Just don't judge the saw based on how it does with the blade they provide!


----------



## ripjack13 (Feb 2, 2012)

ha...that i already know to change out.


----------



## WillemJM (Aug 18, 2011)

ripjack13 said:


> ok. i finally bought the grizzly! woo hoo. thanx to MoHawk and his code i saved 63.99!
> 
> any recommendations on blades to cut the exotic wood? i'll need a 92 1/2-93 1/2" blade. hows the woodslicer and timber wolf brand?
> 
> ...


I learnt the hard way that a good bandsaw, with an inferior blade is a terrible bandsaw.

I only use Lenox, nothing else. For resaw, I use a carbide tipped blade, everything else the Diemaster. Expensive, but they last a long time, saw straight and accurate, with clean cuts.


----------



## Huxleywood (Feb 24, 2012)

WillemJM said:


> I only use Lenox, nothing else. For resaw, I use a carbide tipped blade,


 
I love Lenox as well but since they don't make narrow blades I have Starrett for my small saws. 

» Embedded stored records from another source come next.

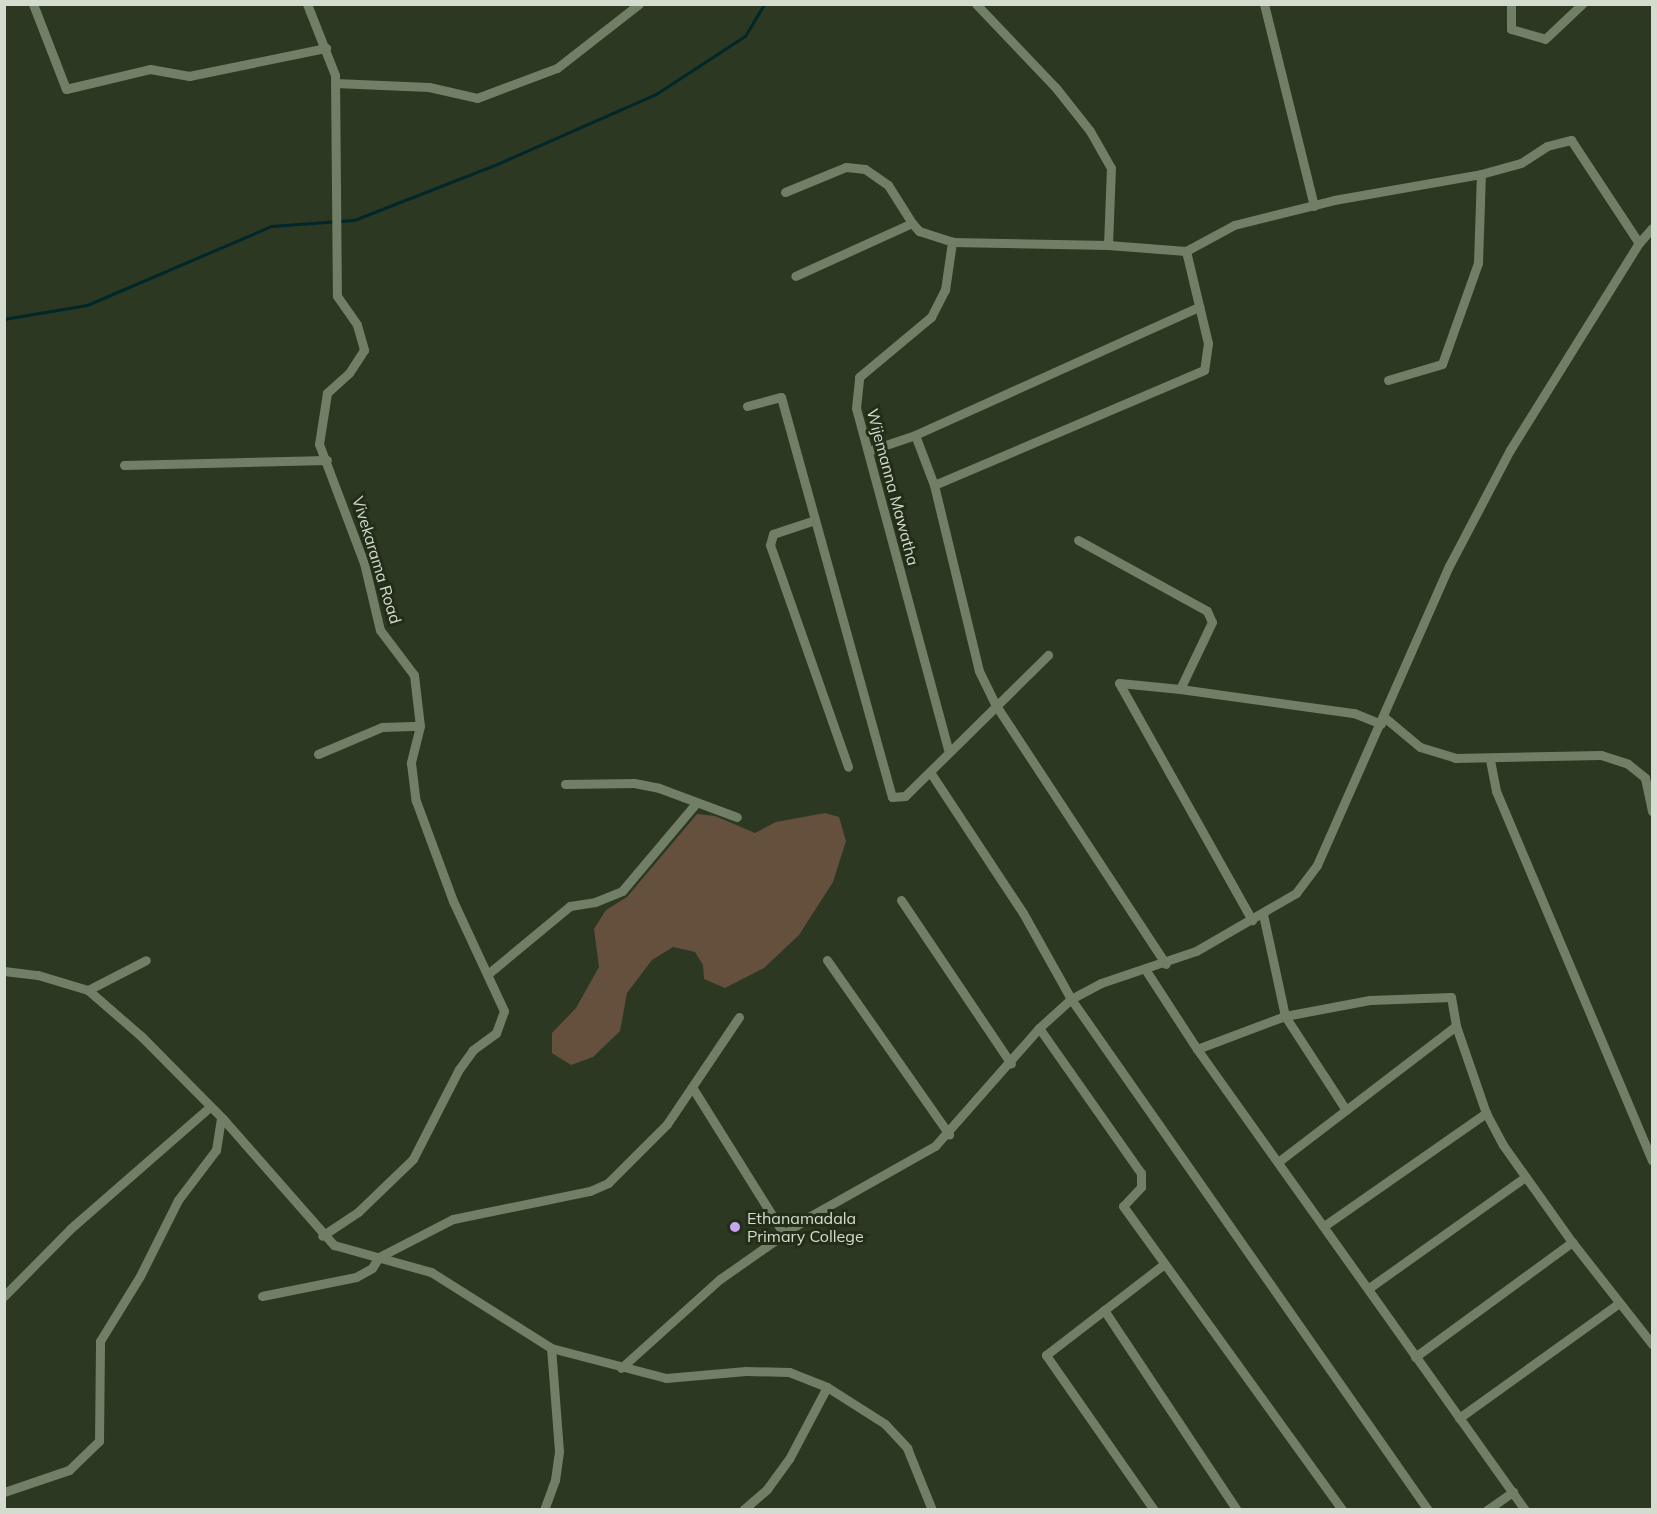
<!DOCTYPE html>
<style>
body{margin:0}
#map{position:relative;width:1657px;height:1514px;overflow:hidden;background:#2c3822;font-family:Mulish,sans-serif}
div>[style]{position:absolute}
.green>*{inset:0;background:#65503d}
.stream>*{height:3px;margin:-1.5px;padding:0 1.5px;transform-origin:1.5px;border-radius:1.5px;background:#00272a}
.minor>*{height:9px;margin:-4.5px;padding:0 4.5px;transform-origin:4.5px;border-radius:4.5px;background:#717f66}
.dots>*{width:16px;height:16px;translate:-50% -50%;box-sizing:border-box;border:3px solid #222e18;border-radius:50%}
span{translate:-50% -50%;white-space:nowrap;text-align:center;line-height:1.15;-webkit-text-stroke:6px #222e18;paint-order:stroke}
.street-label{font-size:16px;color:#d4dccf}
.poi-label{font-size:16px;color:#d4dccf}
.left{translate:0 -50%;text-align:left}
.frame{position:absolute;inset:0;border:6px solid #d4dccf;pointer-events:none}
</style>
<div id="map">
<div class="green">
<i style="clip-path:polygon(825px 813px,839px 817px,846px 841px,833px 882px,799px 935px,764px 968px,725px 988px,704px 979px,703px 965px,695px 952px,673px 947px,652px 960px,627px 993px,620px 1031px,593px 1057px,571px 1065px,552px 1053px,552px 1033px,576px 1008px,599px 967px,594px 929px,606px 910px,627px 897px,697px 814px,715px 816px,755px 833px,776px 822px)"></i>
</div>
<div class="stream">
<i style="left:4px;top:319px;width:84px;rotate:-9.6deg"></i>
<i style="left:87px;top:305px;width:200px;rotate:-23.2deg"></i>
<i style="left:271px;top:226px;width:83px;rotate:-4.1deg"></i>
<i style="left:354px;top:220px;width:154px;rotate:-21.4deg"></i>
<i style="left:497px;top:164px;width:174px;rotate:-23.8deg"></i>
<i style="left:656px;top:94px;width:106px;rotate:-33.1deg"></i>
<i style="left:745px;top:36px;width:37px;rotate:-59deg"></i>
</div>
<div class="minor">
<i style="left:33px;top:4px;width:91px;rotate:68.8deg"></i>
<i style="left:66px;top:89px;width:86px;rotate:-13.4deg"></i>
<i style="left:150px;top:69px;width:40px;rotate:10deg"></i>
<i style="left:189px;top:76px;width:140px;rotate:-11.6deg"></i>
<i style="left:307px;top:4px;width:76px;rotate:68.5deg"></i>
<i style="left:335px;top:75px;width:221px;rotate:89.5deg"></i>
<i style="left:337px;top:296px;width:35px;rotate:55deg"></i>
<i style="left:357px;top:325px;width:26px;rotate:74deg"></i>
<i style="left:364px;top:350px;width:27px;rotate:123deg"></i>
<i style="left:349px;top:373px;width:30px;rotate:138deg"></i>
<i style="left:327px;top:393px;width:52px;rotate:98.9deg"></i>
<i style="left:319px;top:444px;width:127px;rotate:69.3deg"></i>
<i style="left:364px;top:563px;width:69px;rotate:76.6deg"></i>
<i style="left:380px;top:630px;width:56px;rotate:52.9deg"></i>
<i style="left:414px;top:675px;width:51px;rotate:83.3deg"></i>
<i style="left:420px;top:726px;width:38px;rotate:104deg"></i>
<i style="left:411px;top:763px;width:38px;rotate:83deg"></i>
<i style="left:416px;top:801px;width:107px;rotate:69.7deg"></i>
<i style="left:453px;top:901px;width:121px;rotate:65.1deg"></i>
<i style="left:504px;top:1011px;width:23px;rotate:110deg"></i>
<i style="left:496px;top:1033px;width:29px;rotate:144deg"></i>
<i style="left:473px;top:1050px;width:24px;rotate:126deg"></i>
<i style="left:459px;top:1069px;width:101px;rotate:117.1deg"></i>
<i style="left:413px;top:1159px;width:76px;rotate:136.1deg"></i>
<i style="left:358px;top:1212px;width:43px;rotate:146.3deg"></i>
<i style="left:1264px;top:4px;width:208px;rotate:76.1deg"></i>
<i style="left:1511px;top:4px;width:25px;rotate:90deg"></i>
<i style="left:1511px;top:29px;width:35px;rotate:16deg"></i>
<i style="left:1545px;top:39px;width:51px;rotate:-43.4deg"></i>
<i style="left:335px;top:83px;width:94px;rotate:2.4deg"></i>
<i style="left:429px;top:87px;width:49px;rotate:12.9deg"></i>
<i style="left:477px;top:98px;width:85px;rotate:-20.6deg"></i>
<i style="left:557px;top:68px;width:104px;rotate:-38deg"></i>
<i style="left:785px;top:192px;width:66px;rotate:-22.3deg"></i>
<i style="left:846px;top:167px;width:19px;rotate:6deg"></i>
<i style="left:865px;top:169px;width:28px;rotate:35deg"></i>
<i style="left:888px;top:185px;width:45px;rotate:57.7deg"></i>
<i style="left:912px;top:223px;width:128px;rotate:155.6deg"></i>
<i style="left:912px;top:223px;width:11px;rotate:49deg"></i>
<i style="left:919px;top:231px;width:35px;rotate:18deg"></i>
<i style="left:1108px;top:245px;width:78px;rotate:4.4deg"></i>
<i style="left:1186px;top:251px;width:95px;rotate:76.6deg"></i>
<i style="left:1208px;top:343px;width:27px;rotate:98deg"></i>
<i style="left:1204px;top:370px;width:293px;rotate:156.9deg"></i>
<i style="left:934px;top:485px;width:191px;rotate:76.4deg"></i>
<i style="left:979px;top:671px;width:37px;rotate:64deg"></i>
<i style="left:995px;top:704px;width:311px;rotate:56.7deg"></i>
<i style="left:1186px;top:251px;width:55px;rotate:-28.4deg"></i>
<i style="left:1234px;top:225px;width:103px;rotate:-14deg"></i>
<i style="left:1334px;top:200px;width:149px;rotate:-10deg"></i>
<i style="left:1481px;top:174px;width:41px;rotate:-15.4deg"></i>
<i style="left:1521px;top:163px;width:31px;rotate:-33deg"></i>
<i style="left:1547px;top:146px;width:25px;rotate:-14deg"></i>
<i style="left:1571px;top:140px;width:123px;rotate:56.6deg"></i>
<i style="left:1388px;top:380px;width:56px;rotate:-16.5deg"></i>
<i style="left:1442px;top:364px;width:107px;rotate:-70.4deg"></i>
<i style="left:1478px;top:263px;width:89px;rotate:-88.1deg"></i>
<i style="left:747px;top:406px;width:35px;rotate:-15deg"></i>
<i style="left:781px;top:397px;width:415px;rotate:74.5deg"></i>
<i style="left:892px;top:797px;width:13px;rotate:-4deg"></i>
<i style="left:905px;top:796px;width:201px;rotate:-44.6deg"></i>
<i style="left:868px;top:451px;width:50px;rotate:-18.8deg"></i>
<i style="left:124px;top:465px;width:203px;rotate:-1.4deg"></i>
<i style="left:934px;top:485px;width:53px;rotate:-110.8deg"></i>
<i style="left:915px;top:435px;width:312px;rotate:-24.3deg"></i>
<i style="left:815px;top:520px;width:44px;rotate:161.6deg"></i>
<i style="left:773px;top:534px;width:11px;rotate:105deg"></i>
<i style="left:770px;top:545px;width:235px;rotate:70.6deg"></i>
<i style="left:1078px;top:540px;width:147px;rotate:28.8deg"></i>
<i style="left:1207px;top:611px;width:12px;rotate:66deg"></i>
<i style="left:1212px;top:622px;width:74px;rotate:115.5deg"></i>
<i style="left:1180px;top:689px;width:61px;rotate:-174.4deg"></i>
<i style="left:1119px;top:683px;width:272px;rotate:60.7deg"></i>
<i style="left:1180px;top:689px;width:176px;rotate:7.9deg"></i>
<i style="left:1354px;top:713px;width:29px;rotate:22deg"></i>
<i style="left:1384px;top:717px;width:47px;rotate:39.8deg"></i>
<i style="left:1420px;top:747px;width:37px;rotate:17deg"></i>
<i style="left:1455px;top:758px;width:146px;rotate:-1.2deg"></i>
<i style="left:1601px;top:755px;width:28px;rotate:18deg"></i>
<i style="left:1628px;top:764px;width:22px;rotate:39deg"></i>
<i style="left:1645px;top:778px;width:34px;rotate:78deg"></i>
<i style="left:948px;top:749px;width:353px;rotate:-105.1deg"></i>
<i style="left:856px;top:408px;width:31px;rotate:-84deg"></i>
<i style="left:859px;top:377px;width:94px;rotate:-39.8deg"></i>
<i style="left:931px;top:317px;width:30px;rotate:-63deg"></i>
<i style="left:945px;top:290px;width:49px;rotate:-81.7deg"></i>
<i style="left:952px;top:242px;width:156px;rotate:1.1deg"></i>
<i style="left:1108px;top:245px;width:77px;rotate:-87.8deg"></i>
<i style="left:1111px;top:168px;width:43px;rotate:-119.6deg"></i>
<i style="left:1090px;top:131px;width:55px;rotate:-128.3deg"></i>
<i style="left:1056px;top:88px;width:116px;rotate:-133.6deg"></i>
<i style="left:318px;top:754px;width:69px;rotate:-22.9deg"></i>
<i style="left:382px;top:727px;width:38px;rotate:-2deg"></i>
<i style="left:1490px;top:760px;width:32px;rotate:79deg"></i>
<i style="left:1496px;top:791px;width:401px;rotate:67.1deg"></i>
<i style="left:930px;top:772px;width:169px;rotate:56.6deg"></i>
<i style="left:1023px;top:913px;width:98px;rotate:60.8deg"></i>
<i style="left:1071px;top:999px;width:623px;rotate:55.06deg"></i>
<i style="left:565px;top:784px;width:69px;rotate:-0.8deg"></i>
<i style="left:634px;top:783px;width:25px;rotate:11deg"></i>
<i style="left:659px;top:788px;width:83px;rotate:20.4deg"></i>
<i style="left:901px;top:900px;width:197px;rotate:56.1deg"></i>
<i style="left:827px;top:960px;width:213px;rotate:55deg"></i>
<i style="left:1145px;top:969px;width:95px;rotate:57deg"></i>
<i style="left:1197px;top:1049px;width:566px;rotate:54.57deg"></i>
<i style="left:4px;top:971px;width:34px;rotate:7deg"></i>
<i style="left:38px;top:975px;width:52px;rotate:16.7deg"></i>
<i style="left:88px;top:990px;width:72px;rotate:41deg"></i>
<i style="left:142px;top:1037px;width:117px;rotate:45.3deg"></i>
<i style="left:224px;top:1120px;width:167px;rotate:48.7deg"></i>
<i style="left:334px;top:1245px;width:101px;rotate:15.6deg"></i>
<i style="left:431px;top:1272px;width:142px;rotate:32.3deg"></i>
<i style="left:551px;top:1348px;width:119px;rotate:14.6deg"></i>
<i style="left:666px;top:1378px;width:80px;rotate:-5deg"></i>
<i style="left:746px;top:1371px;width:43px;rotate:1.3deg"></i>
<i style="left:789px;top:1372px;width:41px;rotate:21.5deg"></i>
<i style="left:827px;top:1387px;width:69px;rotate:32.5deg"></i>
<i style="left:885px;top:1424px;width:33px;rotate:47deg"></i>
<i style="left:907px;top:1448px;width:67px;rotate:68deg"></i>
<i style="left:489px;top:973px;width:105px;rotate:-39.6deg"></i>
<i style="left:570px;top:906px;width:25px;rotate:-9deg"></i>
<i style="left:595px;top:902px;width:29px;rotate:-22deg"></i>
<i style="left:622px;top:891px;width:115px;rotate:-49.9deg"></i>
<i style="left:88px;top:990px;width:65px;rotate:-27.3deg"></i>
<i style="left:1039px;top:1028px;width:177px;rotate:54.9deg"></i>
<i style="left:1141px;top:1173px;width:14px;rotate:90deg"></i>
<i style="left:1141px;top:1187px;width:26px;rotate:133deg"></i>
<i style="left:1123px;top:1206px;width:375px;rotate:54.2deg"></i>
<i style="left:1197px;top:1049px;width:94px;rotate:-20.6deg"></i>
<i style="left:1285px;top:1016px;width:104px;rotate:-102.2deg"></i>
<i style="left:692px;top:1087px;width:173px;rotate:58deg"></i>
<i style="left:1346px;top:1110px;width:112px;rotate:-123deg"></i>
<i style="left:1285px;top:1016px;width:86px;rotate:-10.7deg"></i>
<i style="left:1370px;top:1000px;width:81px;rotate:-2.1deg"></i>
<i style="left:1451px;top:997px;width:29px;rotate:80deg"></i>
<i style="left:1456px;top:1026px;width:92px;rotate:71deg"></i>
<i style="left:1486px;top:1113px;width:36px;rotate:62deg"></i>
<i style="left:1503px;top:1145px;width:119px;rotate:54.6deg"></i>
<i style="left:1572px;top:1242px;width:130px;rotate:51.9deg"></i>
<i style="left:1278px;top:1162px;width:224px;rotate:-37.4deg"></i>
<i style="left:1324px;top:1226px;width:198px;rotate:-34.9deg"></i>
<i style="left:1369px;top:1288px;width:191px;rotate:-35.4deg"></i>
<i style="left:4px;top:1296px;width:94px;rotate:-45.4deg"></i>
<i style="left:70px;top:1229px;width:186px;rotate:-41.1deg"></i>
<i style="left:262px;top:1296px;width:96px;rotate:-11.4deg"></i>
<i style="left:356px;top:1277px;width:18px;rotate:-29deg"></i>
<i style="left:372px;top:1268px;width:13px;rotate:-58deg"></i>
<i style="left:379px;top:1257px;width:83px;rotate:-27.2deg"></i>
<i style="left:453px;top:1219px;width:140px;rotate:-11.6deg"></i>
<i style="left:590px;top:1191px;width:20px;rotate:-24deg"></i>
<i style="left:608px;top:1183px;width:83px;rotate:-45deg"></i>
<i style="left:667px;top:1124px;width:129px;rotate:-56.1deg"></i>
<i style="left:1104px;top:1310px;width:240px;rotate:56.4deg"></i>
<i style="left:1415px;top:1357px;width:195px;rotate:-36.2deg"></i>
<i style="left:621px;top:1368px;width:133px;rotate:-42deg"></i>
<i style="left:720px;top:1279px;width:106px;rotate:-35deg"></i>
<i style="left:807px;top:1218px;width:147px;rotate:-29.4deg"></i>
<i style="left:935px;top:1146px;width:157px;rotate:-48.6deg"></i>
<i style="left:1039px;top:1028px;width:43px;rotate:-42.2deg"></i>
<i style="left:1071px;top:999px;width:34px;rotate:-28deg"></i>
<i style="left:1101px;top:983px;width:100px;rotate:-18.6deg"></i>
<i style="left:1196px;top:951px;width:116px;rotate:-30.1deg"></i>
<i style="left:1296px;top:893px;width:35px;rotate:-53deg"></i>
<i style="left:1317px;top:865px;width:327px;rotate:-66.2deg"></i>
<i style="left:1449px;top:566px;width:131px;rotate:-62.3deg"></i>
<i style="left:1510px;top:450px;width:244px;rotate:-58.1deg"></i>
<i style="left:1639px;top:243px;width:20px;rotate:-49deg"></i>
<i style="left:1459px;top:1418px;width:197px;rotate:-35.7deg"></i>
<i style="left:4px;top:1492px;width:69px;rotate:-18.7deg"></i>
<i style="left:69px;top:1470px;width:42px;rotate:-44deg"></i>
<i style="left:99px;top:1441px;width:100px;rotate:-89.4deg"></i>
<i style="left:100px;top:1341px;width:76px;rotate:-58.4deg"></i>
<i style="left:140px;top:1276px;width:85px;rotate:-63.4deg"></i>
<i style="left:178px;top:1200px;width:63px;rotate:-52.8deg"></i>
<i style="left:216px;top:1150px;width:33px;rotate:-81deg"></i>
<i style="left:544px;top:1510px;width:32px;rotate:-70deg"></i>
<i style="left:555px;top:1480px;width:29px;rotate:-82deg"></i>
<i style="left:559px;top:1451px;width:103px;rotate:-94.4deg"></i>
<i style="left:743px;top:1510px;width:32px;rotate:-41deg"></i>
<i style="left:767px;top:1489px;width:37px;rotate:-54deg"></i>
<i style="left:789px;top:1459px;width:81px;rotate:-62.2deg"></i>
<i style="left:1154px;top:1510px;width:189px;rotate:-124.9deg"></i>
<i style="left:1046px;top:1355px;width:149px;rotate:-37.6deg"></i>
<i style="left:1487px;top:1510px;width:32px;rotate:-35deg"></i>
</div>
<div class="dots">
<i style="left:735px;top:1227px;background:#c9a5ee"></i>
</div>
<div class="street-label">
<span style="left:893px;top:487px;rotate:75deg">Wijemanna Mawatha</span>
<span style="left:377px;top:560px;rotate:73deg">Vivekarama Road</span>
</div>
<div class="poi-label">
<span class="left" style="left:747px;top:1227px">Ethanamadala<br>Primary College</span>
</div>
<div class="frame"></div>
</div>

I am not sure what resaw blade you are using but I am assuming it is a Woodmaster CT or Trimaster. Next time you need a band you might want to try the Laguna Resaw King especially if you are cutting veneer. It has a .024 gauge and .41" kerf. It saves wood and leaves the best finish of the three. With a feeder it requires VERY little clean up, even hand fed it is amazing. It is basically the same price as a Trimaster. Laguna also resharpens them for $45 return shipping included.


----------



## WillemJM (Aug 18, 2011)

Huxleywood said:


> I love Lenox as well but since they don't make narrow blades I have Starrett for my small saws.
> 
> I am not sure what resaw blade you are using but I am assuming it is a Woodmaster CT or Trimaster. Next time you need a band you might want to try the Laguna Resaw King especially if you are cutting veneer. It has a .024 gauge and .41" kerf. It saves wood and leaves the best finish of the three. With a feeder it requires VERY little clean up, even hand fed it is amazing. It is basically the same price as a Trimaster. Laguna also resharpens them for $45 return shipping included.


Thx, appreciate the advice and will try it when I order again.

I use the Tri-Master 1" with a 2/3 vary tooth pitch. I have been using the same blade for almost 10 years, from cutting boards out of logs to wide veneer pieces.

For veneer 6" and less wide, my 1/2" Diemaster works just as well, if not better.

Normally, I don't clean up. One face is planed on the board before cutting the veneer and the rough cut side is glued as is.

Sounds as if you are more effiecient when it comes to yield out of a board.


----------



## ArmedFerret (Aug 24, 2011)

ripjack13 said:


> ok. i finally bought the grizzly! woo hoo. thanx to MoHawk and his code i saved 63.99!


 
Oh? Sharing is caring.


----------



## Huxleywood (Feb 24, 2012)

WillemJM said:


> Normally, I don't clean up. One face is planed on the board before cutting the veneer and the rough cut side is glued as is.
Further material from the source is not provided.